Beta cloth is a type of fireproof silica fiber cloth used in the manufacture of Apollo/Skylab A7L space suits, the Apollo Thermal Micrometeoroid Garment, the McDivitt Purse, and in other specialized applications.

Beta cloth consists of fine woven silica fiber, similar to fiberglass. The resulting fabric does not burn, and melts only at temperatures exceeding . To reduce its tendency to crease or tear when manipulated, and to increase durability, the fibers are coated with Teflon.

Details
The tight weave of Beta cloth makes it more resistant to atomic oxygen exposure.
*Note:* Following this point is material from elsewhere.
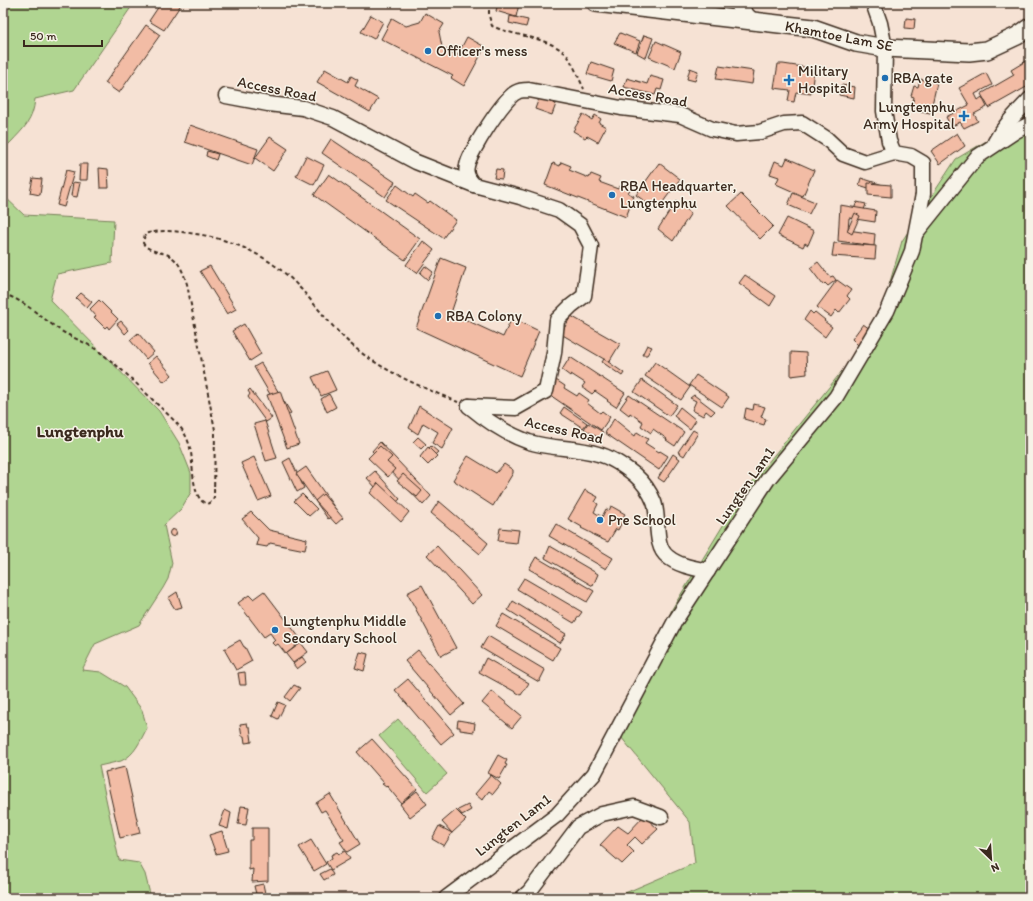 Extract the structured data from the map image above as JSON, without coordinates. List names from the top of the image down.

Its ability to resist atomic oxygen exposure means it is commonly used as the outer-most layer of multi-layer insulation for space; it was used on the Space Shuttle and the International Space Station.

It was incorporated into NASA space suits after the deadly 1967 Apollo 1 launch pad fire, in which the astronauts' nylon suits burned through. After the fire, NASA demanded any potentially flammable materials be removed from both the spacecraft and space suits. Beta cloth was developed by a Manned Spacecraft Center team led by Frederick S. Dawn and including Matthew I. Radnofsky working with the Owens-Corning and DuPont companies.

Where additional wear resistance was needed, external patches of Chromel-R metallic cloth were used.

Beta cloth was used as the material for the Skylab shower enclosure.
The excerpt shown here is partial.